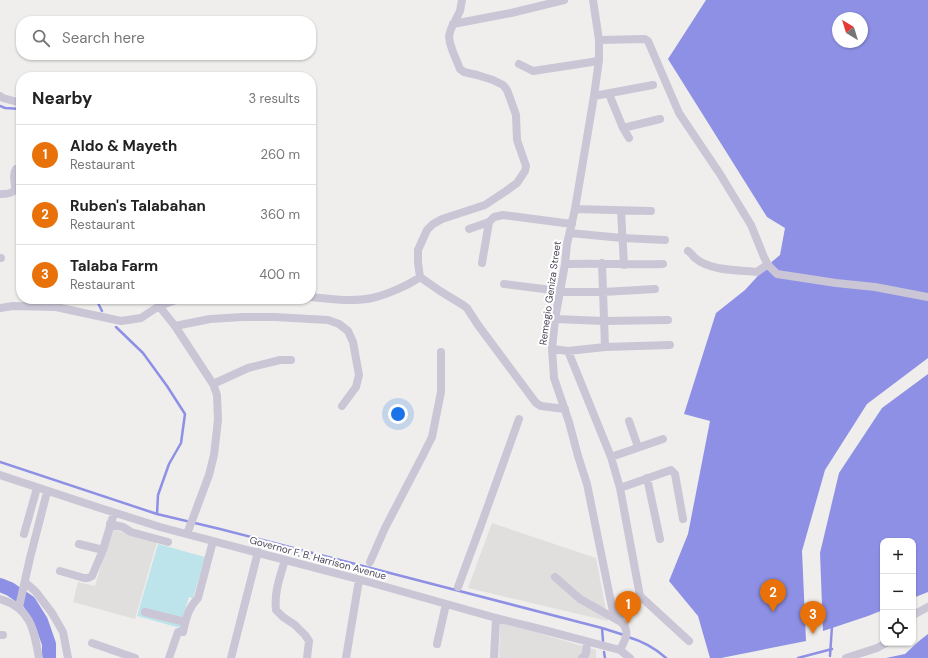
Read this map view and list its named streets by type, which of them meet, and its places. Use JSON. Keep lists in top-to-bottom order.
{
  "streets": {
    "street": ["Remegio Geniza Street", "Governor F. B. Harrison Avenue"]
  },
  "crossings": [
    ["Remegio Geniza Street", "Governor F. B. Harrison Avenue"]
  ],
  "north": "top left",
  "page": {
    "search": "Search here",
    "heading": ["Nearby", "3 results"],
    "list": [
      {
        "mark": "1",
        "name": "Aldo & Mayeth",
        "note": "Restaurant",
        "value": "260 m"
      },
      {
        "mark": "2",
        "name": "Ruben's Talabahan",
        "note": "Restaurant",
        "value": "360 m"
      },
      {
        "mark": "3",
        "name": "Talaba Farm",
        "note": "Restaurant",
        "value": "400 m"
      }
    ],
    "map_buttons": ["+", "−"],
    "pins": ["2", "1", "3"]
  }
}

> **Exercise aim**
Repeat every entry above exactly as written and omit any pictures it holds.

> **Result for this task**
Read this map view and list its named streets by type, which of them meet, and its places. Use JSON. Keep lists in top-to-bottom order.
{
  "streets": {
    "street": ["Remegio Geniza Street", "Governor F. B. Harrison Avenue"]
  },
  "crossings": [
    ["Remegio Geniza Street", "Governor F. B. Harrison Avenue"]
  ],
  "north": "top left",
  "page": {
    "search": "Search here",
    "heading": ["Nearby", "3 results"],
    "list": [
      {
        "mark": "1",
        "name": "Aldo & Mayeth",
        "note": "Restaurant",
        "value": "260 m"
      },
      {
        "mark": "2",
        "name": "Ruben's Talabahan",
        "note": "Restaurant",
        "value": "360 m"
      },
      {
        "mark": "3",
        "name": "Talaba Farm",
        "note": "Restaurant",
        "value": "400 m"
      }
    ],
    "map_buttons": ["+", "−"],
    "pins": ["2", "1", "3"]
  }
}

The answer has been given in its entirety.